━━━━━ INPUT RECORDS ━━━━━
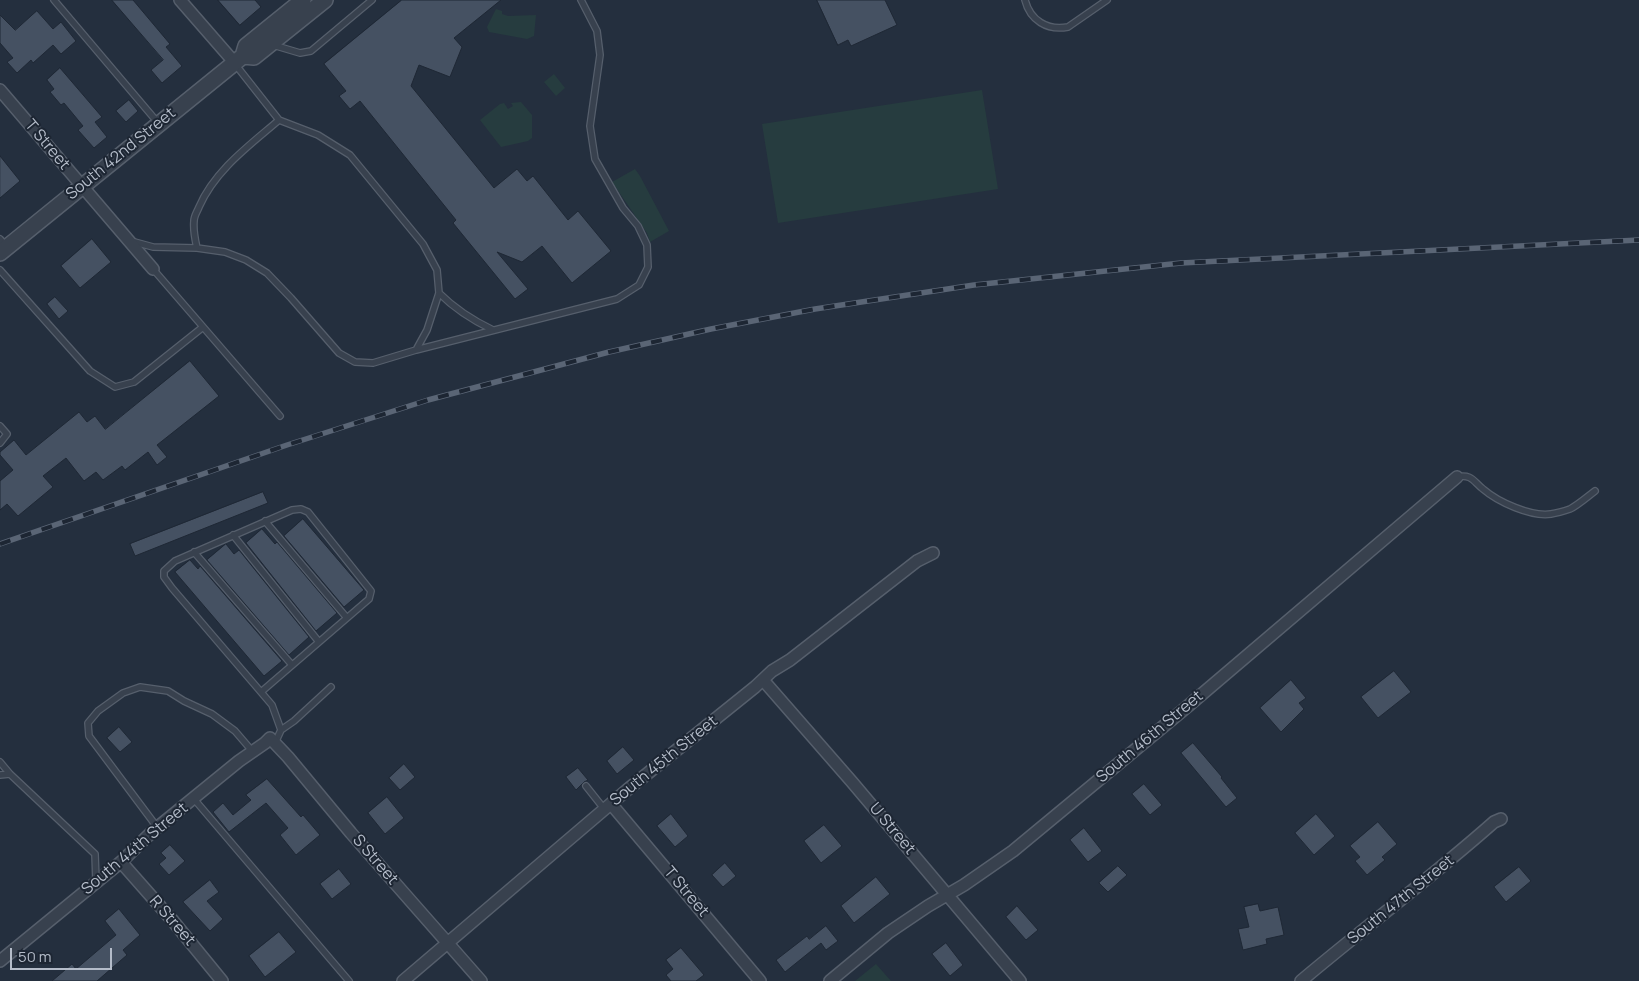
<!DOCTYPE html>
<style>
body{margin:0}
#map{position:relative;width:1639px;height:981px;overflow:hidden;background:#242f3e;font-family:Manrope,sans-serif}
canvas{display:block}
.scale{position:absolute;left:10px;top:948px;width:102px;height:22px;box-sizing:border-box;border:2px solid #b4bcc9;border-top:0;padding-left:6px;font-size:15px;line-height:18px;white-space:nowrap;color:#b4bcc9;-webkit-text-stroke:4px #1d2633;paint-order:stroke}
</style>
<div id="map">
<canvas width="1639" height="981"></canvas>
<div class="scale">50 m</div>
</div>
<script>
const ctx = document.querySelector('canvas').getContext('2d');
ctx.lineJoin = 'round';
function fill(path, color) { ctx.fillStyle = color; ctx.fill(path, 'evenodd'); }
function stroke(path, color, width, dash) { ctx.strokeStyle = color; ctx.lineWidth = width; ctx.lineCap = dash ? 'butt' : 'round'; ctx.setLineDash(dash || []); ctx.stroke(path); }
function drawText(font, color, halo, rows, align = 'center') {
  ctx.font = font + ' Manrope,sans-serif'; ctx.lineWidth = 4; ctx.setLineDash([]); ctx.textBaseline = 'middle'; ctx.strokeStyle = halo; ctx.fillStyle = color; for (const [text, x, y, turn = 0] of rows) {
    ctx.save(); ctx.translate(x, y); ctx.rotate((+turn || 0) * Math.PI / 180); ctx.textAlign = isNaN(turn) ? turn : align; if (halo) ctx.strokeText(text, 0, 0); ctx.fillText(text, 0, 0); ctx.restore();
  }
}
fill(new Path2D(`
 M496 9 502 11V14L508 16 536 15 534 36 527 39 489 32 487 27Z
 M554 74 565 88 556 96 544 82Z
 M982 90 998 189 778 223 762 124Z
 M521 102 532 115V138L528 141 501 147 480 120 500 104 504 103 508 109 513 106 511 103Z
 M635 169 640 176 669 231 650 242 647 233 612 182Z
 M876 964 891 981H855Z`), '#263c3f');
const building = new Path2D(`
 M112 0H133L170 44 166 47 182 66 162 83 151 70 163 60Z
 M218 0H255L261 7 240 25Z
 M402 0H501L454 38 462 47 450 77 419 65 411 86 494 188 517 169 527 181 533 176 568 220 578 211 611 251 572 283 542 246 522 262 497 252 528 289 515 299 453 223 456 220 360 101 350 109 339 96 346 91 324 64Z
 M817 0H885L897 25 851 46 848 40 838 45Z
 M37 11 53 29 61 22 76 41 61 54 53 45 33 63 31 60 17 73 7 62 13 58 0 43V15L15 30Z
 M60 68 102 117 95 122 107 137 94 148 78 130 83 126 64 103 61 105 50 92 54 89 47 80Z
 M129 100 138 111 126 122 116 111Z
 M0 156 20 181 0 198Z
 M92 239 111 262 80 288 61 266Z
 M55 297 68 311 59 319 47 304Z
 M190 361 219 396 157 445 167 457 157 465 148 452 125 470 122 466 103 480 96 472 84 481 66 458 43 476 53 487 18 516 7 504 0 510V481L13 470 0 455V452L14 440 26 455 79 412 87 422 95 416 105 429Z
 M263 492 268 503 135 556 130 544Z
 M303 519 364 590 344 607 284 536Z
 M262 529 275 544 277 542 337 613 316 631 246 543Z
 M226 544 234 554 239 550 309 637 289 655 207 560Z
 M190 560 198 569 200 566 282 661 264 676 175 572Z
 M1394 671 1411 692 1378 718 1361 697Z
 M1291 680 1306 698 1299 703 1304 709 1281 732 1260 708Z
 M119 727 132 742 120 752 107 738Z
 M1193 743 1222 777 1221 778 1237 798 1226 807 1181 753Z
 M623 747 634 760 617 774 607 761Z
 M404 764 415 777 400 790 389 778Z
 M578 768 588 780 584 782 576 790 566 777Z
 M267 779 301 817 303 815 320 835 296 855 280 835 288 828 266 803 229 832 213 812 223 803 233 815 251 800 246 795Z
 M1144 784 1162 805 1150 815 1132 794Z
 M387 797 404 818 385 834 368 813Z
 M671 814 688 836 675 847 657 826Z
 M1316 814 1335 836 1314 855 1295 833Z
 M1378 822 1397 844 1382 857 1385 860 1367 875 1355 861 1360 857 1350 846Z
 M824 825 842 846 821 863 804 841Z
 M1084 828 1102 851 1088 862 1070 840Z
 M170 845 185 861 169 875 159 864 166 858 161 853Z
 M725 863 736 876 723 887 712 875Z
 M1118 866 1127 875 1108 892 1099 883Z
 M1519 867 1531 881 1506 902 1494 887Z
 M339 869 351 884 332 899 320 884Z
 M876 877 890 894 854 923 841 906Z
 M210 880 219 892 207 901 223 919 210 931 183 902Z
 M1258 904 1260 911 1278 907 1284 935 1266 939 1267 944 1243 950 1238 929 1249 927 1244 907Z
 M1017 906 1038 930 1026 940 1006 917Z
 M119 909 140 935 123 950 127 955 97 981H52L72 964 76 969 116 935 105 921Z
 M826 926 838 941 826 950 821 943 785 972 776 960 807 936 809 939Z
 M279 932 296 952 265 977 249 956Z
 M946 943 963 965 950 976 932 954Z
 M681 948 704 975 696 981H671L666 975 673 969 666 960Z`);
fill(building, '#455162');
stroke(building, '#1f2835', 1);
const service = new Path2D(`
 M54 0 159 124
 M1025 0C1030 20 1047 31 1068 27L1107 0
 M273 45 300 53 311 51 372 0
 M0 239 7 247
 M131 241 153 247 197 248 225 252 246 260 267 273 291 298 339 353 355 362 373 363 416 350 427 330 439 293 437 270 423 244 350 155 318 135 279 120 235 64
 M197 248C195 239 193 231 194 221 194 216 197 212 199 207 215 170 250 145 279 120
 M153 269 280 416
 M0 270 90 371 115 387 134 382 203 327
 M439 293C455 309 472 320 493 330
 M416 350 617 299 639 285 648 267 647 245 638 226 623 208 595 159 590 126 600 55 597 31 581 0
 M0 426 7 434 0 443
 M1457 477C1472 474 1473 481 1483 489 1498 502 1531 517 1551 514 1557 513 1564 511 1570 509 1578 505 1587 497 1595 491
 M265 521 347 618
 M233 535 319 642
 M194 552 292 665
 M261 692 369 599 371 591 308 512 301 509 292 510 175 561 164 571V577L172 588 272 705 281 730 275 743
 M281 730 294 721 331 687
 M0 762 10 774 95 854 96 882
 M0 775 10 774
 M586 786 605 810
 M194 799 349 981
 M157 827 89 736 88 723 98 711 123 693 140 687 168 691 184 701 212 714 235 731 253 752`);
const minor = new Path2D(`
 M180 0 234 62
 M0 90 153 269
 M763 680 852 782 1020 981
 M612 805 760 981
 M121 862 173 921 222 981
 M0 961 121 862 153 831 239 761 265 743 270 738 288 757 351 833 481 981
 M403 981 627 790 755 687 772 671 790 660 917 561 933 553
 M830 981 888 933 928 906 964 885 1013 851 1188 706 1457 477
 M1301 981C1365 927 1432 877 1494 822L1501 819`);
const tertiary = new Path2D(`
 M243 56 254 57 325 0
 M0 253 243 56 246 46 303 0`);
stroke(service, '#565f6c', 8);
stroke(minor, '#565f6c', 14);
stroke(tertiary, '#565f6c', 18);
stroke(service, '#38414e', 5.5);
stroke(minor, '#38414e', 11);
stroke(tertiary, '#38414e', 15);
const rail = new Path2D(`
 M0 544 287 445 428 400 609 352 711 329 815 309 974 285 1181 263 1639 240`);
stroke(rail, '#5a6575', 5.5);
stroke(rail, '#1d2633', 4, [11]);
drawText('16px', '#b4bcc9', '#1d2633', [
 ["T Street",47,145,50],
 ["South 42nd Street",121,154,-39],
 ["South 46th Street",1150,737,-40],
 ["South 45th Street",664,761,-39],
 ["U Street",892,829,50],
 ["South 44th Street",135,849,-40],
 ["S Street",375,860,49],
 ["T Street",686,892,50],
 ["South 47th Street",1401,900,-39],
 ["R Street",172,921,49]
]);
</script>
━━━━━
WHAT IS REQUIRED: Look through the data above. Copy every line with the string "halo" in it.

ANSWER TO THIS EXERCISE:
function drawText(font, color, halo, rows, align = 'center') {
  ctx.font = font + ' Manrope,sans-serif'; ctx.lineWidth = 4; ctx.setLineDash([]); ctx.textBaseline = 'middle'; ctx.strokeStyle = halo; ctx.fillStyle = color; for (const [text, x, y, turn = 0] of rows) {
    ctx.save(); ctx.translate(x, y); ctx.rotate((+turn || 0) * Math.PI / 180); ctx.textAlign = isNaN(turn) ? turn : align; if (halo) ctx.strokeText(text, 0, 0); ctx.fillText(text, 0, 0); ctx.restore();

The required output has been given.